Handle İle İlgili Cümleler İngilizce Cümle İçinde Kullanımı
Handle İle İlgili Cümleler
Türkçe Anlamı: Kolu, tutacak, sapı veya işleve göre bir şeyi tutmak veya kullanmak için kullanılan parçayı ifade eder.
Örnek Cümleler:
- Please use the handle to open the door. (Lütfen kapıyı açmak için kulpu kullanın.)
- He grabbed the handle of the sword and pulled it out of the sheath. (Kılıcın sapına sarıldı ve kınından çıkardı.)
- The suitcase handle was broken, so I had to carry it by the straps. (Bavulun sapı kırıldı, bu yüzden kayışlarından tutarak taşımak zorunda kaldım.)
- Can you help me carry this box? It’s too heavy for me to handle alone. (Bu kutuyu taşımama yardımcı olabilir misin? Tek başıma halletmek benim için çok ağır.)
- The company is struggling to handle the influx of new orders. (Şirket, yeni siparişlerin akınıyla başa çıkmakta zorlanıyor.)
- She couldn’t handle the pressure of the job and quit after just two weeks. (İşin baskısını kaldıramadı ve sadece iki hafta sonra istifa etti.)
- The doctor prescribed medication to help her handle her anxiety. (Doktor, kaygısını kontrol altında tutmasına yardımcı olmak için ilaç reçete etti.)
- I don’t think I can handle another disappointment. (Başka bir hayal kırıklığını kaldıramayacağımı düşünmüyorum.)

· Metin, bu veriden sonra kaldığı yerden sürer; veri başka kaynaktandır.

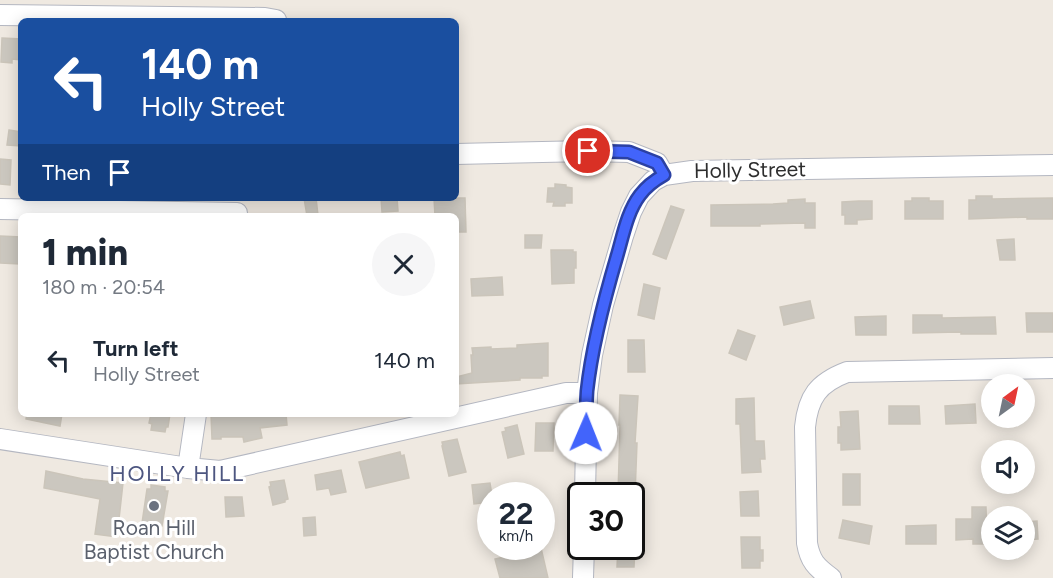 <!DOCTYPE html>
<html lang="en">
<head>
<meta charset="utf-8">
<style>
	body { margin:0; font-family:Figtree,sans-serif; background:#f6f6f7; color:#1f2937; height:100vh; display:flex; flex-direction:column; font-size:22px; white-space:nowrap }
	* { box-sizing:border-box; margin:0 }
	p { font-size:20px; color:#747a83 }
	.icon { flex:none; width:33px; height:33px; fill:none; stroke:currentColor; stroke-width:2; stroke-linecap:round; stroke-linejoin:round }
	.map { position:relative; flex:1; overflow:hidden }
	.drawer { position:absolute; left:18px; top:213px; width:441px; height:204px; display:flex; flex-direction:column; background:#fff; border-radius:9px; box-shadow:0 3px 15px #0003 }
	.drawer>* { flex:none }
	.hud { position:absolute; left:18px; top:18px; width:441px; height:183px; border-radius:9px; box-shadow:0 3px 15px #0003; background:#1a4fa0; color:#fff; overflow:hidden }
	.needle { width:39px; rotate:33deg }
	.buttons { position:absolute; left:981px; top:374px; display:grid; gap:12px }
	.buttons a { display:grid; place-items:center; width:54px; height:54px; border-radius:50%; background:#fff; box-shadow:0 3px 15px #0003; font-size:30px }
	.speed { position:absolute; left:477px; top:482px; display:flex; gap:12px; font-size:30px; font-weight:700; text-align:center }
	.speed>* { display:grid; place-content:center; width:78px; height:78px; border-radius:50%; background:#fff; box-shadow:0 3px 15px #0003; line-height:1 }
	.speed small { font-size:15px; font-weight:400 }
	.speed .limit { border:3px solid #111; border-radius:9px; background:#fff; color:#111 }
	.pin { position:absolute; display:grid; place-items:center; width:51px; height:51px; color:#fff; margin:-26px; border:3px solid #fff; border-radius:50%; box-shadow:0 2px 6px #0007 }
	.me { position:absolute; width:66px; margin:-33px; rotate:1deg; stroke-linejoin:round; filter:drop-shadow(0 0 4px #0008) }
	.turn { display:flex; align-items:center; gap:21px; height:126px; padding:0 24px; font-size:27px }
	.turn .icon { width:78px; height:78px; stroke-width:2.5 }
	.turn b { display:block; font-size:42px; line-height:51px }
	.then { display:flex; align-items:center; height:57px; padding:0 24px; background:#0003; gap:12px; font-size:22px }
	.round { display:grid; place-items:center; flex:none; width:63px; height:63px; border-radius:32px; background:#f6f6f7 }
	.overview { display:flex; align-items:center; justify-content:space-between; height:102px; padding:0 24px }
	h1 { font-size:36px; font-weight:800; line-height:45px }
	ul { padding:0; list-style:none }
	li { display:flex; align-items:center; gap:18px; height:90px; padding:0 24px }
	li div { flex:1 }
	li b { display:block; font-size:22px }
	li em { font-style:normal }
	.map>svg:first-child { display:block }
</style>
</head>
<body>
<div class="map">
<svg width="1053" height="578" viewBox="0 0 1053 578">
	<rect width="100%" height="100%" fill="#efe9e1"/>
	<path fill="#cbc7bf" stroke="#cbc5ba" stroke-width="1.5" d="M 2,38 L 21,39 L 21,60 L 12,59 L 12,63 L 1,62 Z
		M 9,130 L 21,132 L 21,146 L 7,145 Z
		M 0,159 L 11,160 L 10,185 L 0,184 Z
		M 555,184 L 566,185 L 566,187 L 572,188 L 572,203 L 565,203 L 565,206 L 553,206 L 554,202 L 547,202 L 548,188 L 555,188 Z
		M 976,196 L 992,196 L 992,199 L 1053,198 L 1053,219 L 1027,219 L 1027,217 L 969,219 L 969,200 L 976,200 Z
		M 304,198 L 316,198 L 318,215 L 307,216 Z
		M 381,198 L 397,198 L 398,211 L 382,212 Z
		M 434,198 L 465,198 L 466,232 L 456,232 L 456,216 L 435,216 Z
		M 912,198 L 929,198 L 929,201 L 943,201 L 943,219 L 905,219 L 905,201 L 912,201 Z
		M 805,199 L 805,203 L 815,203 L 815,228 L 805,228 L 805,223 L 760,224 L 760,226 L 711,226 L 711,205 L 773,204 L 788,203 L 788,200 Z
		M 859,201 L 872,201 L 872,219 L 857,220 L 857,224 L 845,224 L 845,215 L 842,215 L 842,202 Z
		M 671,206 L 684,210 L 666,259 L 653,254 Z
		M 525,235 L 542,235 L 541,248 L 525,248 Z
		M 0,236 L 21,237 L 20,264 L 0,263 Z
		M 1014,239 L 1015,260 L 1000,260 L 997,240 Z
		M 551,250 L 573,250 L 573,252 L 576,252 L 576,268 L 574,268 L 574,283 L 552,284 Z
		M 502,277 L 503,295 L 472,296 L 471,279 Z
		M 644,284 L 660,288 L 654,319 L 638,315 Z
		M 810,301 L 814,318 L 784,325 L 780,307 Z
		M 1026,313 L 1053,313 L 1053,332 L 1027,332 Z
		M 913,315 L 942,315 L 942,318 L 995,317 L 996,334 L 961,334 L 961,332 L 913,333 Z
		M 886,316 L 886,335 L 856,335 L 855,317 Z
		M 738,330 L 755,336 L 746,360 L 729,353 Z
		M 628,340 L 644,340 L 645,372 L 628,372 Z
		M 548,343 L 548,376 L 542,376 L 542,378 L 520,378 L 520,380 L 456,384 L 456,377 L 472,373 L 471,355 L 473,355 L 472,348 L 491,347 L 491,349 L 517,348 L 517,345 Z
		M 620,395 L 638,396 L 635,443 L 637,443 L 635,495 L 618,495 L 620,425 L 619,425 Z
		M 754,398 L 755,441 L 764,441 L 765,459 L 760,459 L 761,472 L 742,473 L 740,424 L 736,424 L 736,399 Z
		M 975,404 L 976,423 L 946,424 L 945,406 Z
		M 889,406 L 919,406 L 920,424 L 889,424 Z
		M 858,411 L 860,449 L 841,450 L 841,443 L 838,443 L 838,427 L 841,427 L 840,412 Z
		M 27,414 L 62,414 L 60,426 L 26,419 Z
		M 151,414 L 170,414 L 168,427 L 166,427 L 165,432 L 151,430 L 152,424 L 149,423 Z
		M 211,414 L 286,414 L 287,425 L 260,428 L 262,438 L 244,442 L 243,437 L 221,437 L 221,439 L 212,439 Z
		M 536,423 L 554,423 L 553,451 L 535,451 Z
		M 517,425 L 524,454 L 508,458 L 502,432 L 506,431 L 505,428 Z
		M 457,439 L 466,472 L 449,476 L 442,446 L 443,446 L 442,442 Z
		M 400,452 L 401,456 L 404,455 L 409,478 L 366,488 L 359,462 Z
		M 341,470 L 346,492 L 331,495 L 329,488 L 317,490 L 315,475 Z
		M 46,471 L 83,479 L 123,483 L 117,537 L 95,534 L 100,499 L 44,488 Z
		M 843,474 L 860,474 L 860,505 L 843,505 Z
		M 284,480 L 288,499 L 285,500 L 285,502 L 273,505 L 269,487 L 271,486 L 270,482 Z
		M 490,483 L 492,495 L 490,495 L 490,502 L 474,504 L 472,485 Z
		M 151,485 L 165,487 L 165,491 L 168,491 L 162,526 L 142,523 L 147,489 L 151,489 Z
		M 758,491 L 759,516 L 741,516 L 740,492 Z
		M 225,497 L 242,497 L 244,516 L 226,517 Z
		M 972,507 L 986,507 L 987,544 L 973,544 L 973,539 L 956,540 L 956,519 L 972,519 Z
		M 315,517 L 316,535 L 304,536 L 303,518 Z
		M 843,520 L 872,526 L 869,544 L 839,538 Z
		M 1037,521 L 1038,539 L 1024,540 L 1024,522 Z
		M 936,525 L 936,544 L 906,544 L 906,526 Z
		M 741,537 L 760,537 L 760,550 L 763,550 L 763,561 L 760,561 L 760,568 L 742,568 Z
		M 618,546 L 635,546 L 634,567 L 617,567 Z
		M 541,548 L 548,578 L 500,578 L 495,559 Z"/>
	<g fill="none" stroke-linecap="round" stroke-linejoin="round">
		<g stroke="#b4b7c1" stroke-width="22">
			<path id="minor" d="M 0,15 L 265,18 L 276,20
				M 456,154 L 588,151 L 629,152 L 657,163 L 664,175
				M 0,209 L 237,213
				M 0,439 L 188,468 L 220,471 L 566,393 L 587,393
				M 188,468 L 196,414
				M 585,495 L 587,393 L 592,355 L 603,305 L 623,236 L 631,212 L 639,196 L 653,181 L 664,175 L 692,171 L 1053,165
				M 583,578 L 584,546
				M 831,578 C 816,567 810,561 807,543 L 805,427 C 808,397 818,383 847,372 L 1053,368"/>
		</g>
		<use href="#minor" stroke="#fff" stroke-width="20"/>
	</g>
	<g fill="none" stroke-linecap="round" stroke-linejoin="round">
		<g stroke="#2b41a3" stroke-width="15">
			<path id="route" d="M 586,433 C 586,419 586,405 587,391 C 592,345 604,300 617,256 C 623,236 627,212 640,195 C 646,187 655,180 664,175 L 657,163 L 629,152 L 588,151"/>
		</g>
		<use href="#route" stroke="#4264fb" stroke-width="10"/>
	</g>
	<circle fill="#6b7280" stroke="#fff" stroke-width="2" cx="154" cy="506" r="6"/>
	<g text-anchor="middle" stroke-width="6" stroke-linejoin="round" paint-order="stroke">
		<g font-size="21" fill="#2e2e2e" stroke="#fff">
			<text transform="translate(750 170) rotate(-1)" y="7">Holly Street</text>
		</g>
		<g font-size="21" fill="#5b616d" stroke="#fff">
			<text x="154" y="535">Roan Hill<tspan x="154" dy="24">Baptist Church</tspan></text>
		</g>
		<g font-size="22" letter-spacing="1.5" fill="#4d5680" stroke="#fff">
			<text x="177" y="481">HOLLY HILL</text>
		</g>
	</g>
</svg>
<div class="buttons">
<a><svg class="needle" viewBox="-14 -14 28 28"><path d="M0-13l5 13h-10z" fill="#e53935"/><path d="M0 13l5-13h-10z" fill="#747a83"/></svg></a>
<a><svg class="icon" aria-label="sound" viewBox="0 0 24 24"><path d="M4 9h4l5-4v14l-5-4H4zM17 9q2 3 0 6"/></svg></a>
<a><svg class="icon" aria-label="layers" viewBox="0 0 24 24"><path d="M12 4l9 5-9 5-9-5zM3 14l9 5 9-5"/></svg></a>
</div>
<div class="speed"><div>22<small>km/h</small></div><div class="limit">30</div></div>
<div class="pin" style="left:588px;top:151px;background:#d93025"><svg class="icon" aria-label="arrive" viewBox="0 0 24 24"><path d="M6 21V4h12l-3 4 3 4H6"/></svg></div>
<svg class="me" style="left:586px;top:433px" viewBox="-20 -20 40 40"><circle r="19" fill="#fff"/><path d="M0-13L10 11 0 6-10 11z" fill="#4264fb"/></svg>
<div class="hud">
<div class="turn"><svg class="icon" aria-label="left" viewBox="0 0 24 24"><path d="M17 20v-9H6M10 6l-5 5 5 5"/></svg><div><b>140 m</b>Holly Street</div></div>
<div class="then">Then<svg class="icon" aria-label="arrive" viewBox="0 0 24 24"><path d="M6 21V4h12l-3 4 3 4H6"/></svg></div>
</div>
<section class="drawer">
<div class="overview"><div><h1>1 min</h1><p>180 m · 20:54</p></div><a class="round"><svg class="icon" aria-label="close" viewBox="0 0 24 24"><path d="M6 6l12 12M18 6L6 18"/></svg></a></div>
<ul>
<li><svg class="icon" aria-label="left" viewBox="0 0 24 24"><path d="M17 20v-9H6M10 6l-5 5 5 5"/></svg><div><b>Turn left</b><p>Holly Street</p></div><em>140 m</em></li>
</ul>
</section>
</div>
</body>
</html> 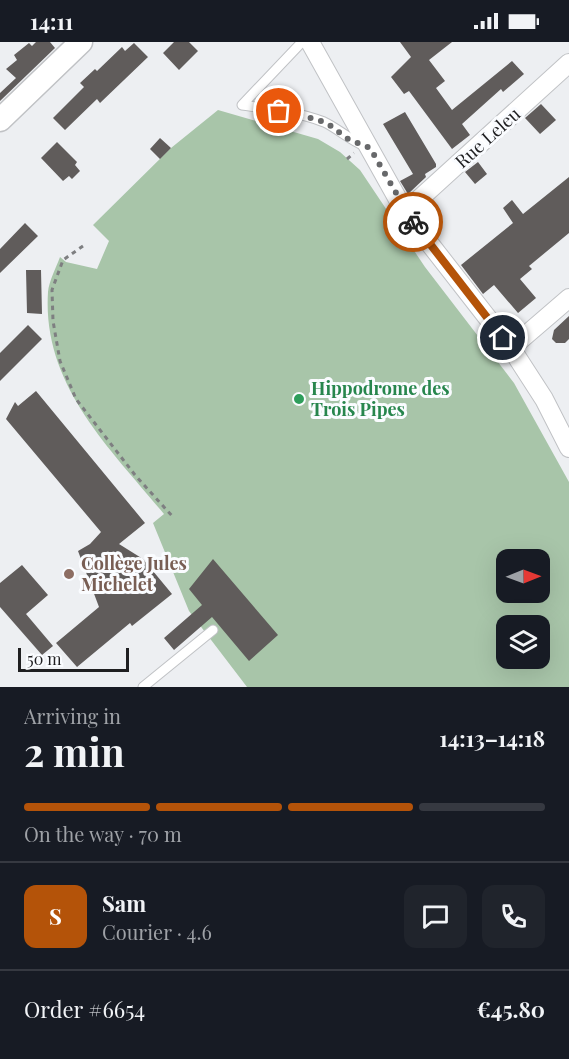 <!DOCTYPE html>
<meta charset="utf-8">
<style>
body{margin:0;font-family:"Playfair Display",serif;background:#20242c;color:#f1f3f6;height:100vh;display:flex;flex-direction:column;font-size:22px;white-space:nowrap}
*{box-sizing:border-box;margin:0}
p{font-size:20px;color:#9ea1a6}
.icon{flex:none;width:33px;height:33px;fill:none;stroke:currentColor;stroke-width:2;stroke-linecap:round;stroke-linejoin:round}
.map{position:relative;height:645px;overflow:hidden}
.side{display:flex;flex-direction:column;background:#171b24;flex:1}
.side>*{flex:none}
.needle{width:39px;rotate:89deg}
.buttons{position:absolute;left:496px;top:507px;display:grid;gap:12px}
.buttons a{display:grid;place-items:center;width:54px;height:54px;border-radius:12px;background:#171b24;box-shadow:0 6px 24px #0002;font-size:30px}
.scale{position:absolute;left:18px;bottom:15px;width:111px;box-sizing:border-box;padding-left:6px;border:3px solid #1f1f21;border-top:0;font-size:16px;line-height:21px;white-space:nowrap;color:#1f1f21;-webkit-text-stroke:4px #fafcff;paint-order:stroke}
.pin{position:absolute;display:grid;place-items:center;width:51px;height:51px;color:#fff;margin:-26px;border:3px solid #fff;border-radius:50%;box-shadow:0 2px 6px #0007}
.courier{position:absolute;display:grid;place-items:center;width:60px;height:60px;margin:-30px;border:4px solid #b45309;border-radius:50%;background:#fff;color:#222;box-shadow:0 2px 8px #0007}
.headline em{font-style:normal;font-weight:700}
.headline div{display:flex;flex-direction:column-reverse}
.headline{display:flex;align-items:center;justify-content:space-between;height:102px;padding:0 24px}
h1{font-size:39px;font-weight:700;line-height:45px}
.bar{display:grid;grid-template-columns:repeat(4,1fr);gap:9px 6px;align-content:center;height:72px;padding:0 24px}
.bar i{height:8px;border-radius:4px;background:#363941}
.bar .current{background:#b45309}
.bar p{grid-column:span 4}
.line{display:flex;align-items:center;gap:15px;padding:0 24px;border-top:2px solid #363941}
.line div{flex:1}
.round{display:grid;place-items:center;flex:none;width:63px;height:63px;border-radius:12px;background:#20242c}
.status{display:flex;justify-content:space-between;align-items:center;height:42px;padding:0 30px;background:#171b24;direction:ltr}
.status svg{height:16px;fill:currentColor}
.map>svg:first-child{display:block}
.green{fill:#a8c5a9;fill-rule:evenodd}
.building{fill:#605c5b}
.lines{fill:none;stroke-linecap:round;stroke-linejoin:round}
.service-casing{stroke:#c0c2c5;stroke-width:11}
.minor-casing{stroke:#c0c2c5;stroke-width:20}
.tertiary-casing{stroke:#c0c2c5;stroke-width:25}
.path{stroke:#7e7f81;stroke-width:3;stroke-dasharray:4.5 4.5;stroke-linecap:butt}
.service{stroke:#fff;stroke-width:9}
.minor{stroke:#fff;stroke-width:18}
.tertiary{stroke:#fff;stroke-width:22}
.done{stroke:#67686a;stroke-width:6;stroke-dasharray:0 10.8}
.route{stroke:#b45309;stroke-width:8}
.leisure-dot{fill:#2e9e5b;stroke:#fafcff;stroke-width:2}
.education-dot{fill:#8d6e63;stroke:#fafcff;stroke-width:2}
.labels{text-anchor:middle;stroke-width:6;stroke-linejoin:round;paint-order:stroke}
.street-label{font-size:18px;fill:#1f1f21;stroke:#fafcff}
.leisure-label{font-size:18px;font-weight:bold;fill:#27864d;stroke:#fafcff;text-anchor:start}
.education-label{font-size:18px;font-weight:bold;fill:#785e54;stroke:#fafcff;text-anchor:start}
</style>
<div class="status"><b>14:11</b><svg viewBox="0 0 49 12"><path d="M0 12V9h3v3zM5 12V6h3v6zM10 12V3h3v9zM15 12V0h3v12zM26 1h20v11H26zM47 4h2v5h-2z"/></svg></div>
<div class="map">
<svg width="569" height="645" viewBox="0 0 569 645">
<rect width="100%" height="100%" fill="#edeff2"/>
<path class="green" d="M 218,68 L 318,97 L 340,110 L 360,128 L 425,225 L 514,341 L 569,440 L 569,645 L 247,645 L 189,569 L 153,481 L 164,472 C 110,406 42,343 48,250 C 49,239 56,226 60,215 L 66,220 L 97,227 L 109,199 L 93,183 L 171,106 ZM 507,518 L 540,518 L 540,550 L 507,550 ZM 507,584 L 540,584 L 540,616 L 507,616 Z"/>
<path class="building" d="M 36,0 L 50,0 L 55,6 L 0,59 L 0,51 L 16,36 L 6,27 L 17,18 L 14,13 L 29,1 L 32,4 Z
M 174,0 L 189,0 L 198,9 L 179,28 L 163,11 Z
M 400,0 L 452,0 L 429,18 L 445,39 L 436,46 L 452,68 L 512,19 L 524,32 L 503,50 L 501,47 L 462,82 L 470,93 L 452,107 L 409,49 L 404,52 L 391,35 L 411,15 Z
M 134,1 L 148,15 L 100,61 L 97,57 L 65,88 L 53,76 L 84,45 L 80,41 L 95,27 L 97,29 L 122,5 L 125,9 Z
M 541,62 L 556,78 L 540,92 L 525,76 Z
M 405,70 L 436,122 L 436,125 L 425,132 L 426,135 L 408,152 L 400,139 L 413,132 L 383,82 Z
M 160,96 L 171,106 L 160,117 L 150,107 Z
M 57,100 L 77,120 L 75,123 L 80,129 L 72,137 L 69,134 L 63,139 L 41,116 Z
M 478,120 L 487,132 L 475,142 L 465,130 Z
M 569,135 L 569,191 L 529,224 L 532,227 L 520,237 L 536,256 L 518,271 L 494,243 L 483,252 L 461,223 L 513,181 L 503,166 L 512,158 L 523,172 Z
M 25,181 L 38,194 L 0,231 L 0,207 Z
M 26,228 L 41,228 L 42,272 L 27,271 Z
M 569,274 L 569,297 L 565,301 L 556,301 L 552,297 L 554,288 Z
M 28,283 L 42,297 L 0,339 L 0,311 Z
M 36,349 L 145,481 L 119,502 L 143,517 L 172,552 L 132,584 L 130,581 L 77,625 L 56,601 L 99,565 L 78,509 L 90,502 L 101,490 L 6,377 L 15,360 L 18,364 Z
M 213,517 L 278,593 L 249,619 L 212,575 L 174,608 L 164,596 L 202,563 L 189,547 Z
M 22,523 L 48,553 L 26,572 L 53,604 L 42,613 L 0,565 L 0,541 Z"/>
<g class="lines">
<defs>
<path id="service" d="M 302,0 L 242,63 C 270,67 298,70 324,80 C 337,86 350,98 365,104
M 143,645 L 213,588"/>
<path id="minor" d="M 310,0 L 405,170 L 511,306 L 544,357 L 569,406
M 405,170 L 569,21
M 511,306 L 569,256"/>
<path id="tertiary" d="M 0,78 L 81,0"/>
</defs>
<use href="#service" class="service-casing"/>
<use href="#minor" class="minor-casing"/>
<use href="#tertiary" class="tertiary-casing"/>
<path class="path" d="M 347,117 L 354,111
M 83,204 L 63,218 L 52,248 L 53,279 L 60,319 L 76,357 L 135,433 L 173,475"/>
<use href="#service" class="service"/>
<use href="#minor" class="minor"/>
<use href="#tertiary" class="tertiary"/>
</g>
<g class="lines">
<path class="done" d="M 279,69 L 298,72 L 327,81 L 348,97 L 370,106 L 413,180"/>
<path class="route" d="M 413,180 L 503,296"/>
</g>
<circle class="leisure-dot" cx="299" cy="357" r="6"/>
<circle class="education-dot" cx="69" cy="532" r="6"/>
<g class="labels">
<g class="street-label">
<text transform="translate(488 96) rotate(-42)" y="6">Rue Leleu</text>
</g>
<g class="leisure-label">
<text x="311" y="353">Hippodrome des<tspan x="311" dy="21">Trois Pipes</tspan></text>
</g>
<g class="education-label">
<text x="81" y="528">Collège Jules<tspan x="81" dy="21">Michelet</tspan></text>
</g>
</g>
</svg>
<div class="buttons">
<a><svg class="needle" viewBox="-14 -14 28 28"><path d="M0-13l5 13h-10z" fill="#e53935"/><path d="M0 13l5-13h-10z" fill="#9ea1a6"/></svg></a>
<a><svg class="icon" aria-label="layers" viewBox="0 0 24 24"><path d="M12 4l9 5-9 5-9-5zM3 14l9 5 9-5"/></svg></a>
</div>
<div class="scale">50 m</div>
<div class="pin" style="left:279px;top:69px;background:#ea580c"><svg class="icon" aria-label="bag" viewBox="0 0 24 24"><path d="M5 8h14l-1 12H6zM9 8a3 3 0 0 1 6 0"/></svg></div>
<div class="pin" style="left:503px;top:296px;background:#1f2937"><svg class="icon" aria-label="home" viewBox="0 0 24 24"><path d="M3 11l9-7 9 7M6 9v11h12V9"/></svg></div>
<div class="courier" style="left:413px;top:180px"><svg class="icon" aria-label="bike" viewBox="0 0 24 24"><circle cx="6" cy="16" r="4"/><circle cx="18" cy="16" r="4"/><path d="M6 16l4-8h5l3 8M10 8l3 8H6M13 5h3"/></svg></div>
</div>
<section class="side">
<div class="headline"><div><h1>2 min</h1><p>Arriving in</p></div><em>14:13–14:18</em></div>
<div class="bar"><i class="current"></i><i class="current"></i><i class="current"></i><i></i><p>On the way · 70 m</p></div>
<div class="line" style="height:108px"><b class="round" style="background:#b45309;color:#fff">S</b><div><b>Sam</b><p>Courier · 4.6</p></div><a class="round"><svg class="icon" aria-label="chat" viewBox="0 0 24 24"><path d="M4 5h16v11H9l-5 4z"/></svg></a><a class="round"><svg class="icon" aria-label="phone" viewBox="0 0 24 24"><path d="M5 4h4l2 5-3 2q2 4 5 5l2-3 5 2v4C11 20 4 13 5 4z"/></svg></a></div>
<div class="line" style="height:78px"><div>Order #6654</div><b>€45.80</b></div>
</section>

- He has a good handle on the latest technology trends. (Son teknoloji trendlerini iyi anlıyor.)
- She carefully lifted the lid by the handle. (Sapıyla dikkatlice kapağı kaldırdı.)
- I’ll need to tighten the handle on this screwdriver before I can use it. (Bu tornavidanın sapını sıkılaştırmam gerekecek, kullanmadan önce.)
- The mug handle was too hot to touch. (Bardak kulpu dokunmak için çok sıcaktı.)
- I can handle criticism, but please be constructive. (Eleştiriyi kaldırabilirim, ama lütfen yapıcı olun.)
- He used his fishing rod’s handle to pull in the big catch. (Büyük balığı çekmek için olta sapını kullandı.)
- The company hired additional staff to help handle the holiday rush. (Şirket, tatil yoğunluğuyla başa çıkmak için ek personel işe aldı.)
- Can you give me a hand with this? It’s too much for me to handle alone. (Bana bununla yardımcı olabilir misin? Tek başıma halledemeyeceğim kadar fazla.)
- He had a firm handle on the situation and was
able to defuse the tense atmosphere. (Durumu sıkıntısız bir hale getirmek için sıkı bir kontrolü vardı.)
- The knife handle was slippery, making it difficult to use. (Bıçak kolu kaygan olduğundan kullanması zordu.)
- She carefully adjusted the handlebars of her bike before setting off. (Bisikletinin gidonlarını dikkatlice ayarladıktan sonra yola çıktı.)
- The company is trying to handle the fallout from the scandal. (Şirket, skandalın yarattığı olumsuz sonuçlarla başa çıkmaya çalışıyor.)